● **What this task involves**: When a line of the records contains "roads", copy it.
━━━━━ Data for the task
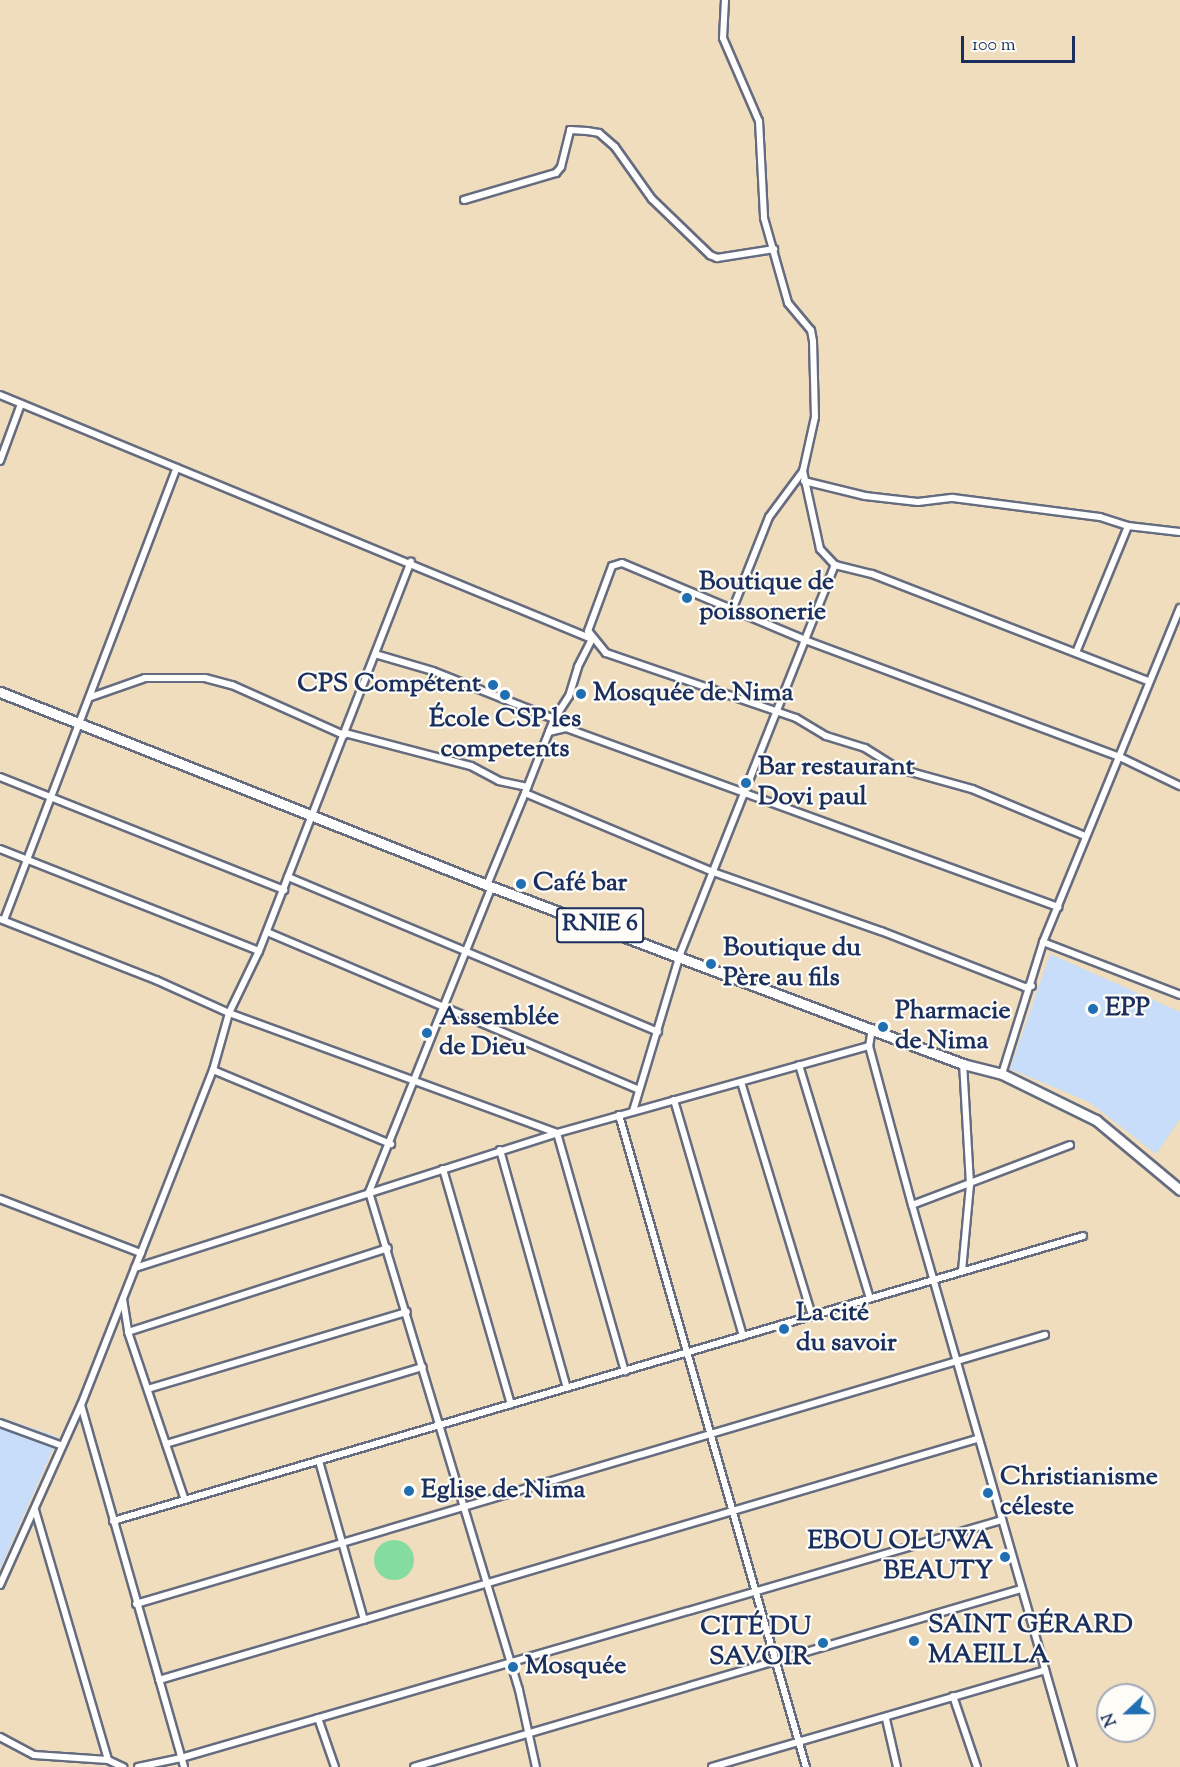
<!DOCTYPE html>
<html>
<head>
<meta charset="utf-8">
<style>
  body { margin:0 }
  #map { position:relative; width:1180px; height:1767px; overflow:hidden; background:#f0ddbd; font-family:"Sorts Mill Goudy",serif }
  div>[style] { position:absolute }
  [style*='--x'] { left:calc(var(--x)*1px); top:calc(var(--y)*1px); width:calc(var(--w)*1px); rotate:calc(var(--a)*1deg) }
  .built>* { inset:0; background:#c7ddf9 }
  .green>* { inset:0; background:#84dca1 }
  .round { border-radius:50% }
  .roads { filter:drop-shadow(2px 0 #666c7f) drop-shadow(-2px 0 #666c7f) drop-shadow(0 2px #666c7f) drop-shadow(0 -2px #666c7f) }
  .minor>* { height:6px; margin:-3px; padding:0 3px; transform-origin:3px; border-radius:3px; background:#fff }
  .primary>* { height:9px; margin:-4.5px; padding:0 4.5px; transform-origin:4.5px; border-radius:4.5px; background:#fff }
  .dots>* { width:16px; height:16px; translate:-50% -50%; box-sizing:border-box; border:3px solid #fdfcf7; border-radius:50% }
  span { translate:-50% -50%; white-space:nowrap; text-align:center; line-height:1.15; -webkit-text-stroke:4.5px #fdfcf7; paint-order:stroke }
  .shield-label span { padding:2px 4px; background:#fdfcf7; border:2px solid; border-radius:4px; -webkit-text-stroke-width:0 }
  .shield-label { font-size:24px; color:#1b2f5e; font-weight:700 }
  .poi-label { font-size:26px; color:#1b2f5e; font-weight:700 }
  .left { translate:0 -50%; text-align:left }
  .right { translate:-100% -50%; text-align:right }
  .north { position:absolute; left:1096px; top:1683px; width:60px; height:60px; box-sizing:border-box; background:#fdfcf7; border:2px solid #a3aaba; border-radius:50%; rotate:248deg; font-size:16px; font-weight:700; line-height:24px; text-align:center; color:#1b2f5e }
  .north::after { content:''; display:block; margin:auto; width:21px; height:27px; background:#1f6fb2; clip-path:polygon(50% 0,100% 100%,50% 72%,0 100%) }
  .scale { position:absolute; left:961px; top:36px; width:114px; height:27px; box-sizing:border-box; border:3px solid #1b2f5e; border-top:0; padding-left:8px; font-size:18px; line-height:21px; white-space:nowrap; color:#1b2f5e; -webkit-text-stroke:4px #fdfcf7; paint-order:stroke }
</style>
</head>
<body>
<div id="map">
  <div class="built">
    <div style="clip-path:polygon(1050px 954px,1180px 1012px,1180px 1119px,1156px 1154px,1089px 1102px,1010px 1069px)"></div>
    <div style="clip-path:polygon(0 1417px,58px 1437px,0 1569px)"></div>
  </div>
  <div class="green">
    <div class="round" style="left:374px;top:1540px;width:40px;height:40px"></div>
  </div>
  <div class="roads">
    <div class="minor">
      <div style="--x:725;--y:0;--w:38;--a:93"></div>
      <div style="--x:723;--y:38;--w:90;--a:66.6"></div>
      <div style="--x:759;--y:121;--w:97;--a:87"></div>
      <div style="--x:764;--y:218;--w:88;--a:74.2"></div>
      <div style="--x:788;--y:303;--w:35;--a:50"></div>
      <div style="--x:811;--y:330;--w:11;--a:80"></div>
      <div style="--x:813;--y:341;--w:76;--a:88.5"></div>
      <div style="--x:815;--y:417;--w:55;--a:102.5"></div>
      <div style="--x:803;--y:471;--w:80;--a:77.7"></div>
      <div style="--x:820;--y:549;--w:22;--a:47"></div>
      <div style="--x:835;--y:565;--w:38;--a:14"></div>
      <div style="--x:872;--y:574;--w:296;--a:21.2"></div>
      <div style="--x:464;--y:200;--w:96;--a:-16.4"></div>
      <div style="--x:556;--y:173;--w:8;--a:-50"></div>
      <div style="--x:561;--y:167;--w:38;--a:-76"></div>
      <div style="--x:570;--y:130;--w:17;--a:3"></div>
      <div style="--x:587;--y:131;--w:12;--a:9"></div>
      <div style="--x:599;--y:133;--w:21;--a:41"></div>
      <div style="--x:615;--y:147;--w:64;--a:54.6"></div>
      <div style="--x:652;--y:199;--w:81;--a:44"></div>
      <div style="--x:710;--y:255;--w:8;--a:23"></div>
      <div style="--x:717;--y:258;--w:58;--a:-9"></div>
      <div style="--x:0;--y:395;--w:640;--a:22.4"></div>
      <div style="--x:592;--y:639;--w:31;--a:117"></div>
      <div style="--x:578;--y:667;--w:30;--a:107"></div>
      <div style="--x:569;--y:696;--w:27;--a:123"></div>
      <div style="--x:554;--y:719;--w:15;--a:37"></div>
      <div style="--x:566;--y:728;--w:524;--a:19.99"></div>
      <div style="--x:0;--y:461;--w:61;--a:-69.8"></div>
      <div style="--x:804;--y:481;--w:63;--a:13.8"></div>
      <div style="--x:865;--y:496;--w:53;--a:6.5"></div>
      <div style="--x:918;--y:502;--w:35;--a:-7"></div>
      <div style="--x:953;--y:498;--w:148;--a:7.4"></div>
      <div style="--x:1100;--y:517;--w:29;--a:18"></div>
      <div style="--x:1128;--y:526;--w:52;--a:6.6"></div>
      <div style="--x:733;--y:608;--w:98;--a:-68.4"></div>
      <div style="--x:769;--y:517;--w:57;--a:-53.5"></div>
      <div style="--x:1077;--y:650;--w:134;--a:-67.6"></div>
      <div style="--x:375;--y:654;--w:60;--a:16.3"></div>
      <div style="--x:433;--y:671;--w:130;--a:21.6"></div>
      <div style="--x:554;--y:719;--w:79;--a:111.4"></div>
      <div style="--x:91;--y:697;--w:57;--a:-19.4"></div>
      <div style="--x:145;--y:678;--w:60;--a:0"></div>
      <div style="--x:205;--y:678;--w:28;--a:15"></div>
      <div style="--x:232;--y:685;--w:123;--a:24.1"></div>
      <div style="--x:549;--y:732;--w:17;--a:-13"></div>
      <div style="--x:345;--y:733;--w:130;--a:14.7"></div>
      <div style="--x:471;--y:766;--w:32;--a:28"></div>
      <div style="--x:499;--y:781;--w:29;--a:12"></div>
      <div style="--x:0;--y:777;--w:306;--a:21.7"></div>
      <div style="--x:1085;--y:836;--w:122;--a:-157.4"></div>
      <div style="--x:972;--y:789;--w:78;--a:-164.4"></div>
      <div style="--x:897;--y:768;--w:38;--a:-148"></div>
      <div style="--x:865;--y:748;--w:41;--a:-162.9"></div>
      <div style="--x:826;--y:736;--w:35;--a:-149"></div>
      <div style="--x:796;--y:718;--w:201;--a:-161.1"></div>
      <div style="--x:606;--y:653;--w:28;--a:-129"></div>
      <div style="--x:588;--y:631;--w:69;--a:-69.7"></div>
      <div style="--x:612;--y:566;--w:10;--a:-17"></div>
      <div style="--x:622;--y:563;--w:199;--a:22.8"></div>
      <div style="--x:805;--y:640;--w:336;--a:20.4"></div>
      <div style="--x:1120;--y:757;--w:67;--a:25.8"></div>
      <div style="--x:0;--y:849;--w:278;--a:21.5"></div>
      <div style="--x:288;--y:877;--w:401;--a:22.7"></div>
      <div style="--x:487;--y:885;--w:100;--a:-67.6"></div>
      <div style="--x:525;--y:793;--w:204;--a:22.8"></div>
      <div style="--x:713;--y:872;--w:178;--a:19.4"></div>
      <div style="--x:881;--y:931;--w:155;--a:21.3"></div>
      <div style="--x:1025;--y:987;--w:7;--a:-8"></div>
      <div style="--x:492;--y:886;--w:330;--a:111.9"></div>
      <div style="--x:369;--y:1192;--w:520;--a:73.24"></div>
      <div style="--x:519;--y:1690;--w:79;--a:77.6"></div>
      <div style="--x:0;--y:919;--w:168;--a:21.4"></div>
      <div style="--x:156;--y:980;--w:80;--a:24.3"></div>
      <div style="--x:229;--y:1013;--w:349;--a:20.1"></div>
      <div style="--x:557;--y:1133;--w:248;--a:74.1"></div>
      <div style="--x:4;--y:920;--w:484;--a:-69.1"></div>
      <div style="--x:267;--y:932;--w:404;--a:23"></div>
      <div style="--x:1043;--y:942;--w:147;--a:21.1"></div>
      <div style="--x:872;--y:1028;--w:18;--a:99"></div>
      <div style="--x:869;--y:1046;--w:165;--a:74.9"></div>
      <div style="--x:912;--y:1205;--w:585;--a:74.01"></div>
      <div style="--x:799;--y:1065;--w:244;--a:73.1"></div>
      <div style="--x:213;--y:1070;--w:193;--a:22.6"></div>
      <div style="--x:1002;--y:1074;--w:138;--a:-72.7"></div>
      <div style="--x:1043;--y:942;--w:361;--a:-67.7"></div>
      <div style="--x:741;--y:1082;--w:245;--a:73.1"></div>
      <div style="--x:674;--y:1100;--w:246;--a:73.7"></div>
      <div style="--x:633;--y:1111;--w:164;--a:-73.3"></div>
      <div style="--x:680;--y:954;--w:419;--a:-68.3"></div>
      <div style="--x:619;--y:1115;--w:678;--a:74"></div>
      <div style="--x:500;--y:1150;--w:247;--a:74.3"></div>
      <div style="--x:443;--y:1169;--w:245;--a:73.9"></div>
      <div style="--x:0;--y:1199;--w:151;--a:21"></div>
      <div style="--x:912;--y:1205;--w:169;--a:-20.8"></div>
      <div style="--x:135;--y:1268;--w:443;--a:-17.7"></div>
      <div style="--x:557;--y:1133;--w:324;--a:-15.6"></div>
      <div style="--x:962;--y:1271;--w:87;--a:-84.7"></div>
      <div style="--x:970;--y:1184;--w:120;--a:-93.3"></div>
      <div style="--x:123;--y:1299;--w:33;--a:81"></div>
      <div style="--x:128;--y:1332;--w:177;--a:71.3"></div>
      <div style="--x:128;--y:1332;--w:273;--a:-17.9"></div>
      <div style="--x:148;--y:1389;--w:270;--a:-16.6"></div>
      <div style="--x:81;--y:1405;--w:376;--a:74.1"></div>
      <div style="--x:0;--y:1423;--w:64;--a:20.1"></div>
      <div style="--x:166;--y:1444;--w:268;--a:-16.7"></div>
      <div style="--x:319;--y:1461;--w:165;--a:74.2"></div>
      <div style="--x:35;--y:1510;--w:260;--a:73.7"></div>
      <div style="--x:113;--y:1521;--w:1011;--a:-16.37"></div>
      <div style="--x:0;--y:1585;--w:197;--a:-65.8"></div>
      <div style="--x:81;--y:1405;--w:360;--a:-68.5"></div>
      <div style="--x:213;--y:1070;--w:59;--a:-74.3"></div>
      <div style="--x:229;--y:1013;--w:69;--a:-64.2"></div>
      <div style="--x:259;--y:951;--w:418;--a:-68.7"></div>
      <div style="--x:136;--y:1604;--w:948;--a:-16.49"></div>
      <div style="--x:159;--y:1680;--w:853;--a:-16.42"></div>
      <div style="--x:953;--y:1696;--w:75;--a:71.3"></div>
      <div style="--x:318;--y:1718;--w:52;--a:70.9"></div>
      <div style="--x:886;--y:1719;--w:49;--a:77.1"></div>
      <div style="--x:0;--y:1737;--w:38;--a:28"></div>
      <div style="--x:34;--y:1755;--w:74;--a:3.9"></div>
      <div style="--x:108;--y:1760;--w:17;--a:25"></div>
      <div style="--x:138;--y:1767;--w:44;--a:-11.8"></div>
      <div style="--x:181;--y:1758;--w:855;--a:-16.17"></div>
      <div style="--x:414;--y:1767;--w:633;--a:-16.34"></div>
      <div style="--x:712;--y:1767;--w:347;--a:-16.2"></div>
    </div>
    <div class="primary">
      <div style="--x:0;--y:692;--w:524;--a:21.62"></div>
      <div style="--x:487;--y:885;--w:509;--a:20.61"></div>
      <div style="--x:963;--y:1064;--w:40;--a:14.4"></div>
      <div style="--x:1002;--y:1074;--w:105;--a:26.1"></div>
      <div style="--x:1096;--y:1120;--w:109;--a:39.8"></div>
    </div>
  </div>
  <div class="dots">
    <div style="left:687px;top:598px;background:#1f6fb2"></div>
    <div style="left:493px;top:685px;background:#1f6fb2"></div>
    <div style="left:581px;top:694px;background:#1f6fb2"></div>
    <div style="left:505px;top:695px;background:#1f6fb2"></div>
    <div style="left:746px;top:783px;background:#1f6fb2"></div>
    <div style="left:521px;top:884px;background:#1f6fb2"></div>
    <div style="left:711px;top:964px;background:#1f6fb2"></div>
    <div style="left:1093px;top:1009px;background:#1f6fb2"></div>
    <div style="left:883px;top:1027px;background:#1f6fb2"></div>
    <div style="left:427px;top:1033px;background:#1f6fb2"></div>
    <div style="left:784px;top:1329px;background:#1f6fb2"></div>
    <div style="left:409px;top:1491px;background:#1f6fb2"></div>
    <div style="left:988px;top:1493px;background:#1f6fb2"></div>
    <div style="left:1005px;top:1557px;background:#1f6fb2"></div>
    <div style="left:914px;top:1641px;background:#1f6fb2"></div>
    <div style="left:823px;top:1643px;background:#1f6fb2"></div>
    <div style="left:513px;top:1667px;background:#1f6fb2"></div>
  </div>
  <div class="shield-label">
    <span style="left:600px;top:925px">RNIE 6</span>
  </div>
  <div class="poi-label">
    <span class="left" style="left:699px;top:598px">Boutique de<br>poissonerie</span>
    <span class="right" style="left:481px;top:685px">CPS Compétent</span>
    <span class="left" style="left:593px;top:694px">Mosquée de Nima</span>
    <span style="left:505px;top:735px">École CSP les<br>competents</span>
    <span class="left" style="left:758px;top:783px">Bar restaurant<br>Dovi paul</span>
    <span class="left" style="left:533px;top:884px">Café bar</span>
    <span class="left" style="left:723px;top:964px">Boutique du<br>Père au fils</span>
    <span class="left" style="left:1105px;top:1009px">EPP</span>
    <span class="left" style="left:895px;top:1027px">Pharmacie<br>de Nima</span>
    <span class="left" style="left:439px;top:1033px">Assemblée<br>de Dieu</span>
    <span class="left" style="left:796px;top:1329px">La cité<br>du savoir</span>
    <span class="left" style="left:1000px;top:1493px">Christianisme<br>céleste</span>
    <span class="left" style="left:421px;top:1491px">Eglise de Nima</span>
    <span class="right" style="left:993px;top:1557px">EBOU OLUWA<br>BEAUTY</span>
    <span class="left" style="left:928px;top:1641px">SAINT GÉRARD<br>MAEILLA</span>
    <span class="right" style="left:811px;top:1643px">CITÉ DU<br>SAVOIR</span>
    <span class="left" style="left:525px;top:1667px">Mosquée</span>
  </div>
  <div class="north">N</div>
  <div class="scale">100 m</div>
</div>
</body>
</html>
━━━━━━━━━━
● **Reply to the task**:
  .roads { filter:drop-shadow(2px 0 #666c7f) drop-shadow(-2px 0 #666c7f) drop-shadow(0 2px #666c7f) drop-shadow(0 -2px #666c7f) }
  <div class="roads">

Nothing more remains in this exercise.